» **Problem details**: Scan the material below and copy every line holding the word "Хидросонда".

» **Listed entries**:
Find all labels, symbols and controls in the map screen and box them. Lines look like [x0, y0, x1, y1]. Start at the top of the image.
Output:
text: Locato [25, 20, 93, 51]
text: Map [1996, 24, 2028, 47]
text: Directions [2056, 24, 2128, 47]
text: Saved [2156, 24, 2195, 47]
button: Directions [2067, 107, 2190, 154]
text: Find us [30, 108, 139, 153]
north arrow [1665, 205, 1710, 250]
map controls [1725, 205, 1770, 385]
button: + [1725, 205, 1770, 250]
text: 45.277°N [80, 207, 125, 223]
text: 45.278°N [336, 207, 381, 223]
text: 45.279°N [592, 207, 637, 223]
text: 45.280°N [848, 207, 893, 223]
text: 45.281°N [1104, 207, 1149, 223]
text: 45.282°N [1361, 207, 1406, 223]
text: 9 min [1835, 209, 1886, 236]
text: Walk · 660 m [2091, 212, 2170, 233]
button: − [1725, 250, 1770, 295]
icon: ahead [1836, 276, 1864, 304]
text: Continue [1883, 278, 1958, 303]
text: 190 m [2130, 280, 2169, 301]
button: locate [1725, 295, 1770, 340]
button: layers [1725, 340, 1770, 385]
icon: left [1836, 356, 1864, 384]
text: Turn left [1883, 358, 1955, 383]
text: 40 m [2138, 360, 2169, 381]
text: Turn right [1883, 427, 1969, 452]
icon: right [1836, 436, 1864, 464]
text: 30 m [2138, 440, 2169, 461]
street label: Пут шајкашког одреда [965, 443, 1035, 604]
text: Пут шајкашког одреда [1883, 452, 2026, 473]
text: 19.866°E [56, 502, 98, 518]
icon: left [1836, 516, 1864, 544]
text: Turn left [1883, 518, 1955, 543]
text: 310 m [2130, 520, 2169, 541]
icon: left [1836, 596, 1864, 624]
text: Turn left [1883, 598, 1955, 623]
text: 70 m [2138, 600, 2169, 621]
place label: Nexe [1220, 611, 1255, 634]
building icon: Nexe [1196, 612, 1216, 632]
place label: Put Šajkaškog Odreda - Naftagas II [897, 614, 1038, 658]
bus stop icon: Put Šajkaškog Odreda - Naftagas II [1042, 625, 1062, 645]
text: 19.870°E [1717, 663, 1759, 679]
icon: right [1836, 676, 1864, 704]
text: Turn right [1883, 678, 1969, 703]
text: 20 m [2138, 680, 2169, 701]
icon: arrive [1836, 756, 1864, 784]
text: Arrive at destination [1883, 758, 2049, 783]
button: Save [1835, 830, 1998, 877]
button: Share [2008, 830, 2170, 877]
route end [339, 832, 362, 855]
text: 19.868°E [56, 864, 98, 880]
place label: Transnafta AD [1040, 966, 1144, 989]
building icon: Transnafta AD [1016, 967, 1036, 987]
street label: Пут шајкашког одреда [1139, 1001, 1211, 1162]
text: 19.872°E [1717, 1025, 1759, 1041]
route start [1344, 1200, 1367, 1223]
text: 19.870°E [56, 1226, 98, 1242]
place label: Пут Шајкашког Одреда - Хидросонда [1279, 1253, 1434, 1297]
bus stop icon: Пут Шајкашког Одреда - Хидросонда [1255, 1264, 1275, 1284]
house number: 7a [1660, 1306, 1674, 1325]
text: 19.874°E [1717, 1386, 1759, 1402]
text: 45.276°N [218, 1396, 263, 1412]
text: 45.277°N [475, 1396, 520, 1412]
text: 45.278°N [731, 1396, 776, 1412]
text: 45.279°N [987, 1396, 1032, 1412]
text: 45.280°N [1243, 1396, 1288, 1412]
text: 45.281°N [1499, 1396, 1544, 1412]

» **Your response**:
place label: Пут Шајкашког Одреда - Хидросонда [1279, 1253, 1434, 1297]
bus stop icon: Пут Шајкашког Одреда - Хидросонда [1255, 1264, 1275, 1284]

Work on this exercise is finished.